"La mort d'Ahmed Mohamed Shukur est un choc [...] et un nouveau signal d'alarme quant à la nécessité, pour les autorités, de mettre en place des mesures de protection des journalistes plus efficaces."
Cet article a été initialement publié sur rsf.org le 4 octobre 2022.
Le 30 septembre, un journaliste somalien a trouvé la mort dans l’explosion d’une mine, alors qu’il couvrait une opération antiterroriste menée par les forces de sécurité somaliennes. Un nouveau drame qui démontre la nécessité de mettre en place des mesures de protection des journalistes plus efficaces dans le pays, déplore Reporters sans frontières (RSF) qui appelle les autorités à agir d’urgence.
C’est le premier journaliste somalien mort cette année dans l’exercice de ses fonctions. Ahmed Mohamed Shukur, reporter à la télévision nationale somalienne (SNTV), est décédé sur le coup après l’explosion d’une mine terrestre le 30 septembre dans le district de Balcad, à une trentaine de kilomètres au nord-est de la capitale Mogadiscio. Il était âgé de 20 ans.
Le journaliste couvrait pour la télévision nationale une opération de l’armée pour déloger de la région du Moyen-Shabelle, au sud du pays, des milices al-Shabaab, un groupe terroriste islamiste affilié à al-Qaïda, et responsable des attentats-suicides et de plusieurs attaques contre des civils et des militaires. Un commandant de police a également été tué dans le même incident.

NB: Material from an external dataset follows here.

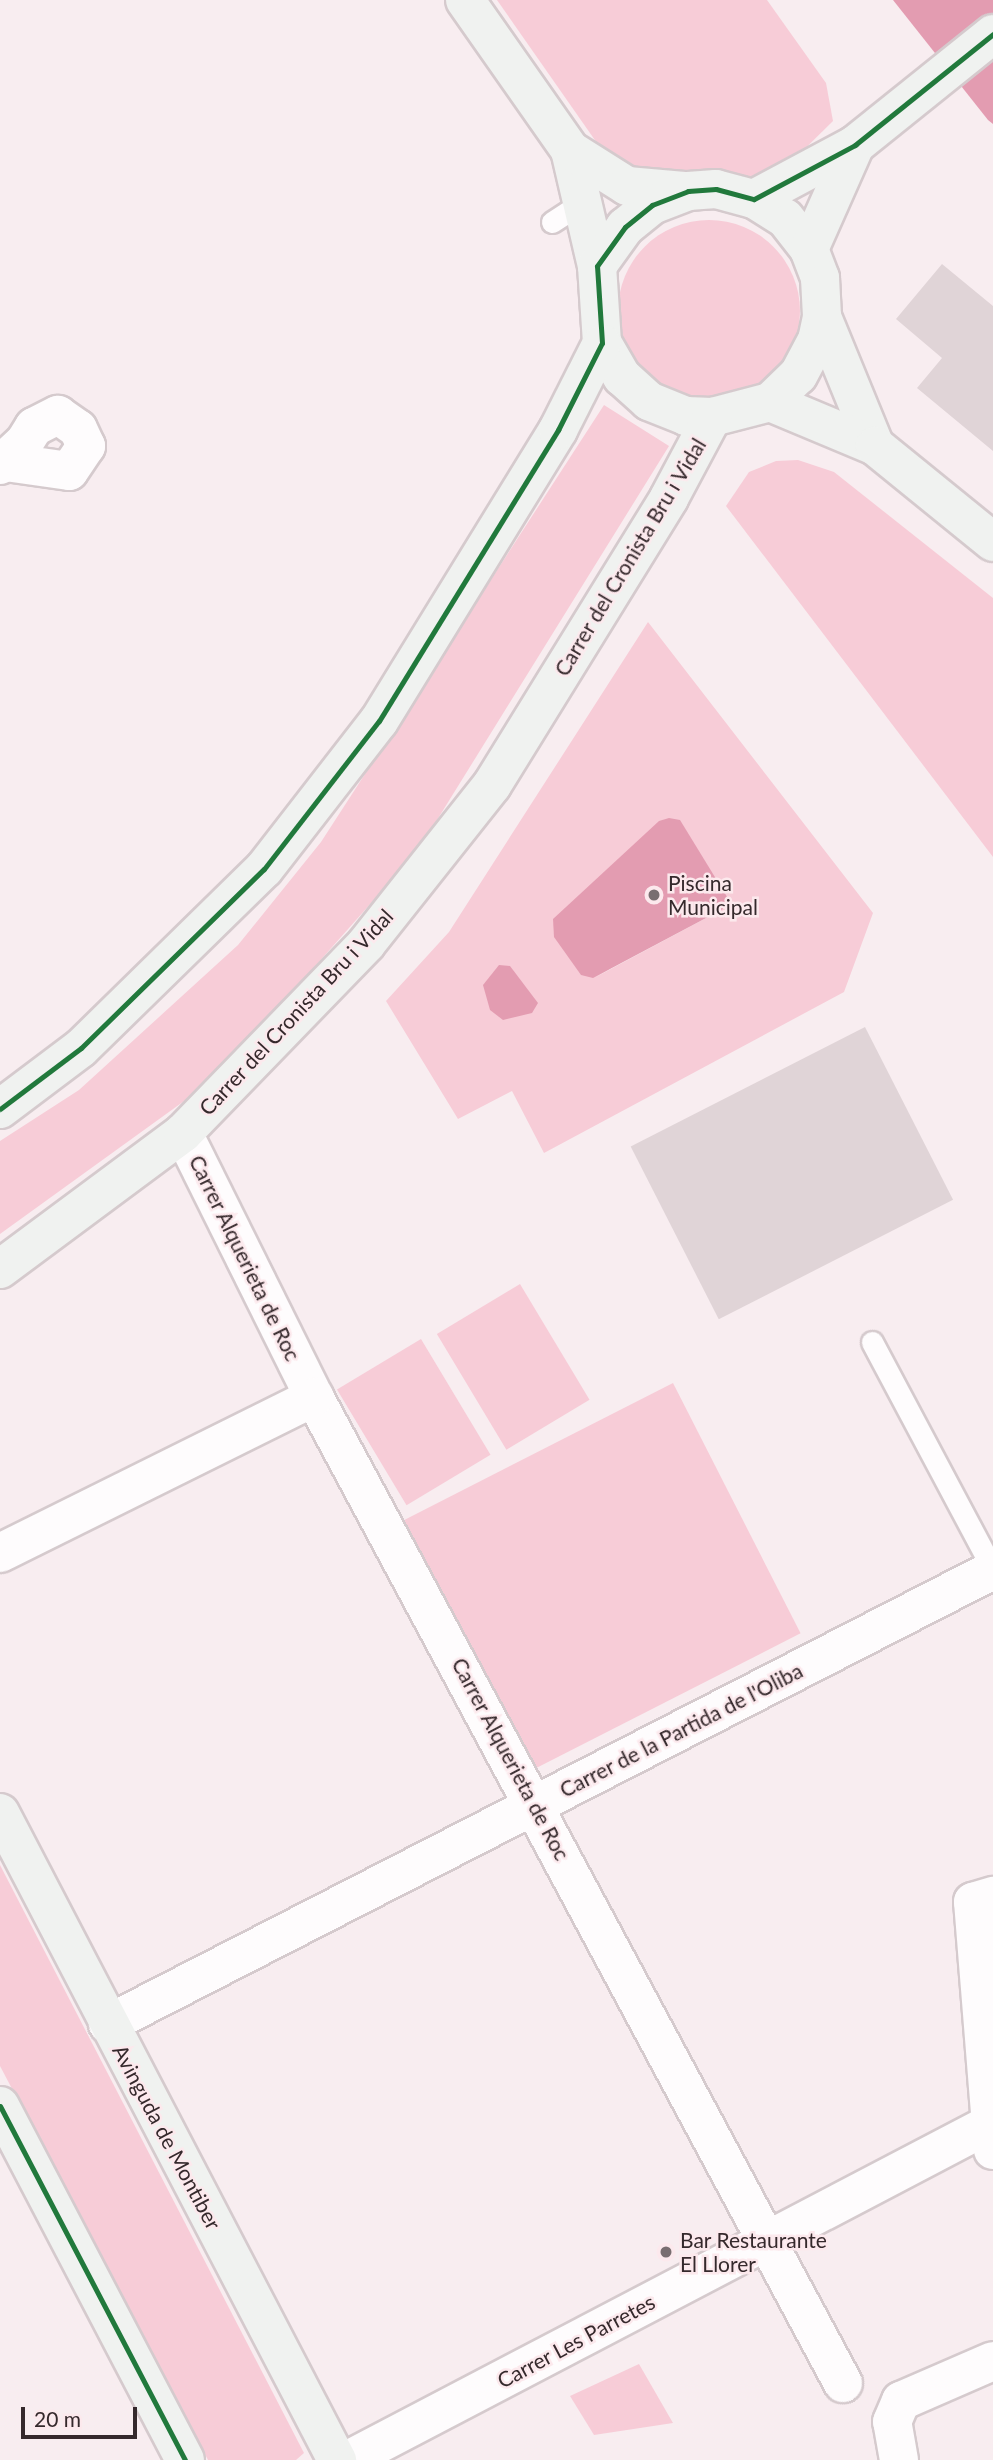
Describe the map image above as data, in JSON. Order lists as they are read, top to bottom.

“La mort d’Ahmed Mohamed Shukur est un choc. Au cours de sa vie professionnelle, ce reporter de guerre a montré, à travers des images poignantes, la réalité du conflit armé en cours dans son pays, a déclaré Sadibou Marong, directeur du bureau Afrique de RSF. Sa mort est un nouveau signal d’alarme quant à la nécessité, pour les autorités, de mettre en place des mesures de protection des journalistes plus efficaces. La liberté de la presse doit être protégée afin que les populations continuent à accéder à des informations de qualité.”
RSF se joint au syndicat des journalistes somaliens (NUSOJ) pour présenter ses condoléances à la famille d’Ahmed Mohamed Shukur, à ses collègues et à ses amis.
“Ahmed Mohamed Shukur était un journaliste dévoué, qui rendait compte de manière factuelle des événements dans la région du Moyen-Shabelle malgré les menaces d’Al-Shabaab à son encontre en raison de son affiliation aux médias gouvernementaux”, a déclaré le NUSOJ, organisation partenaire de RSF, dans un communiqué.
Sa mort met en lumière l’urgence pour les autorités de mettre en œuvre sans délai le plan national d’action pour la sécurité des journalistes en Somalie élaboré et adopté en septembre 2022 au cours d’un forum consultatif organisé par le NUSOJ. Au cours de ce forum, le ministre de la Sécurité intérieure, Mohamed Ahmed Sheikh Ali, avait assuré que la sécurité des journalistes était “une priorité absolue”, et avait promis “d’améliorer les relations entre les journalistes et les forces de sécurité afin qu’ils puissent opérer dans un environnement propice”.
Cela faisait environ dix mois qu’aucun journaliste n’avait été tué en Somalie. Le 20 novembre 2021, le directeur de Radio Mogadiscio, Abdiaziz Mohamud Guled, est décédé après une attaque suicide ciblée revendiquée par la milice al-Shabaab contre son véhicule. Sharmarke Mohamed Warsame, le directeur de la SNTV qui l’accompagnait, a été grièvement blessé.
Avec plus de 50 professionnels des médias tués ces douze dernières années, la Somalie demeure le pays le plus dangereux pour les journalistes en Afrique.
Il occupe la 140e place sur 180 au Classement mondial de la liberté de la presse établi par RSF en 2022.